Vale la pena di aggiungere che l’eventuale difetto originario di procura avrebbe comportato, quale unica conseguenza, la contumacia di Future Electronics nel giudizio di primo grado sino alla data di deposito della seconda procura, posto che al contumace non è precluso di costituirsi tardivamente, ma non avrebbe certo dato luogo all’inversione dell’onere probatorio gravante sull’A.S, che dunque sostiene a torto che le sue domande avrebbero dovuto essere accolte “già solo per questo motivo”.
5. Il secondo motivo è inammissibile in quanto, sotto l’apparente deduzione di un vizio di violazione di legge, si risolve nella richiesta di un’interpretazione delle risultanze istruttorie difforme da quella operata dalla corte del merito, che le ha tutte ampiamente e approfonditamente esaminate, traendone però un convincimento diverso da quello auspicato dalla ricorrente. E’ appena il caso di rilevare che l’apprezzamento di fatto compiuto dal giudice del merito in ordine alla portata dei mezzi di prova allegati dalle parti è sindacabile nella presente sede di legittimità solo nei ristretti termini contemplati dall’art. 360 c.p.c., comma 1, n. 5 e che l’A.S. non ha denunciato l’omesso esame da parte della corte d’appello di circostanze decisive che, ove considerate, avrebbero condotto all’accoglimento della domanda.
6. Parimenti inammissibile è il terzo motivo del ricorso, che veicola censure generiche e assertive e che non tiene conto che il principio del libero convincimento, posto a fondamento degli artt. 115 e 116 c.p.c., opera interamente sul piano dell’apprezzamento di merito, insindacabile in sede di legittimità, sicché la denuncia della violazione delle predette regole da parte del giudice di merito non configura un vizio di violazione o falsa applicazione di norme processuali, bensì un errore di fatto che va censurato nei limiti consentiti dall’art. 360 c.p.c., comma 1, n. 5 (Cass. n. 27847/021, Cass. S.U. n. 20867/020).
Il ricorso va, in conclusione, integralmente rigettato, con conseguente assorbimento del ricorso incidentale condizionato.
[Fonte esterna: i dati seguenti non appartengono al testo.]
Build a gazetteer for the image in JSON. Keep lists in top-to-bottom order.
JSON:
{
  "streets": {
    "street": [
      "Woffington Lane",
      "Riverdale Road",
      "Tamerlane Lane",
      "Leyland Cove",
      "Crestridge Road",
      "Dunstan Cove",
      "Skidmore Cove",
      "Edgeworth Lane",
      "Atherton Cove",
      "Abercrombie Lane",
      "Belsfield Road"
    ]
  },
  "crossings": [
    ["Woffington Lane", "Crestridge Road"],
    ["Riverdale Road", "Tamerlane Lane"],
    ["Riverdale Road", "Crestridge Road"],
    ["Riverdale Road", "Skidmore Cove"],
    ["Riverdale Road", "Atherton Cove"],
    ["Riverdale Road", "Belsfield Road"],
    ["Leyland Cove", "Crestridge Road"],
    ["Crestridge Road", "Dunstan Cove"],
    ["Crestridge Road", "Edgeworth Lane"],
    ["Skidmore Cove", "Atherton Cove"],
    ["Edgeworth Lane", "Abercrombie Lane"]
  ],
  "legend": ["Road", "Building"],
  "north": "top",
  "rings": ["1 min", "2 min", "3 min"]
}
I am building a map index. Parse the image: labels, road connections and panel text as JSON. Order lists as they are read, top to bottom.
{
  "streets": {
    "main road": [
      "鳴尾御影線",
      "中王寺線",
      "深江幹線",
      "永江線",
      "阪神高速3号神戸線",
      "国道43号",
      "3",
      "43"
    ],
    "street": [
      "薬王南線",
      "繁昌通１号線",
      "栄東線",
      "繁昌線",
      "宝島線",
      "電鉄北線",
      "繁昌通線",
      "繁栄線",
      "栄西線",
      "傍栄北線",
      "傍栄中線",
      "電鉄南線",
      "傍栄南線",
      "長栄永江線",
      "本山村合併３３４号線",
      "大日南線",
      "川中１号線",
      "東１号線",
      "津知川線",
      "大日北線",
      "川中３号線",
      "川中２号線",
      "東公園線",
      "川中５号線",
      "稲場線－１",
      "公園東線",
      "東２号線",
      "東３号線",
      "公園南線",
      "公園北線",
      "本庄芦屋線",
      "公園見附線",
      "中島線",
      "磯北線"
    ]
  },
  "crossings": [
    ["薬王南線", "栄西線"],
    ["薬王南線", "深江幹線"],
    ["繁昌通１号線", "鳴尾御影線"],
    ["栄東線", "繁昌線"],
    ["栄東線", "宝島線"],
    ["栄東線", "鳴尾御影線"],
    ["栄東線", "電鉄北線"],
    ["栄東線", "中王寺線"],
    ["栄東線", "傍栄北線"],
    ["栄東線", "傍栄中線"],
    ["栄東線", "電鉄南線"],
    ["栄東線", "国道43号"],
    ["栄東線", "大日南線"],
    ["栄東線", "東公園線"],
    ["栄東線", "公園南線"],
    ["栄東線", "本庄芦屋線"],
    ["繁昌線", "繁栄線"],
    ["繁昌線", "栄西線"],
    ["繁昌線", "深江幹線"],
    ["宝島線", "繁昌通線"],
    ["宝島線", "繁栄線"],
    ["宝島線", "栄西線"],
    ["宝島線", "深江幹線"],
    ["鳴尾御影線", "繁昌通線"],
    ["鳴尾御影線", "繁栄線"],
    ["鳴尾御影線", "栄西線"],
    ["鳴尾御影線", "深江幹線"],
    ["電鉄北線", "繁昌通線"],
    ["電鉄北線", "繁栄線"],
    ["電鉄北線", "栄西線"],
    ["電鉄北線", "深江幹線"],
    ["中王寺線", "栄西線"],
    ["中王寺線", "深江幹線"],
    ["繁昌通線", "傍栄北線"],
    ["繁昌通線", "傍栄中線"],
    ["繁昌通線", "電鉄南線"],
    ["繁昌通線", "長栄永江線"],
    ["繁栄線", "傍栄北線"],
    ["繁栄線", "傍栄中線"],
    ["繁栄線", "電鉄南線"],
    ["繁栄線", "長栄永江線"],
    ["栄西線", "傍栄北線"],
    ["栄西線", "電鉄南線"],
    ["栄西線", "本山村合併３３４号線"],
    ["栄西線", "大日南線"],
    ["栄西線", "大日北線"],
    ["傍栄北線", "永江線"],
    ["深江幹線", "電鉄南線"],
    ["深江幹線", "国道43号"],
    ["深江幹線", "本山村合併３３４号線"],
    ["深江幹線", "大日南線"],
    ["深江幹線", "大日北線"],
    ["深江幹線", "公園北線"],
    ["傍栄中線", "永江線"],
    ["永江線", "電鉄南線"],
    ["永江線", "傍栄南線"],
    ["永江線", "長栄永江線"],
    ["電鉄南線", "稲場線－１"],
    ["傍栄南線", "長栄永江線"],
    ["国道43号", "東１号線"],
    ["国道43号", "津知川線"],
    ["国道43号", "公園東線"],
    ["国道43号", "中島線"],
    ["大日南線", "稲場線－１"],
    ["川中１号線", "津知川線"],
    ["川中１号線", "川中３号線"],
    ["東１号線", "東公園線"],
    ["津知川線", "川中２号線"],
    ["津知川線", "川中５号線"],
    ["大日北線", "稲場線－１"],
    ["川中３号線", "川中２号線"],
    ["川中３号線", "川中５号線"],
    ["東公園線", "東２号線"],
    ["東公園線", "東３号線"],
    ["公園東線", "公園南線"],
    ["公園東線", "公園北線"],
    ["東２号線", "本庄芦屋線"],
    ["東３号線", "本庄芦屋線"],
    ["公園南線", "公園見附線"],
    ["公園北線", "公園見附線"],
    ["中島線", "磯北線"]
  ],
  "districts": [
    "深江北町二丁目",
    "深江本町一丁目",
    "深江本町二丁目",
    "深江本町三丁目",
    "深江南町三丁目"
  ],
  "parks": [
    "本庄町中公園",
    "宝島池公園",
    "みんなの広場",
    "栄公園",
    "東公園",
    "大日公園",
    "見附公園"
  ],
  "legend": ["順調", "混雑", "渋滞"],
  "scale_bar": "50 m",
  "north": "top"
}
Le spese del giudizio seguono la soccombenza e sono liquidate come in dispositivo.
PQM
La Corte rigetta il ricorso principale e dichiara assorbito il ricorso incidentale condizionato.
Condanna Finmek Access spa in A.S. al pagamento delle spese processuali in favore di Future Electronics Ltd, che liquida in Euro 7.300,00 per compensi ed in Euro 200,00 per esborsi, oltre al 15% per spese generali e agli accessori di legge.
Ai sensi del D.P.R. n. 115 del 2002, art. 13, comma 1 quater, dà atto della sussistenza dei presupposti per il versamento da parte della ricorrente principale dell’ulteriore importo, se dovuto, pari a quello dovuto per il ricorso, a norma dello stesso art. 13, comma 1 bis.
Così deciso in Roma, nella Camera di consiglio, il 26 maggio 2021.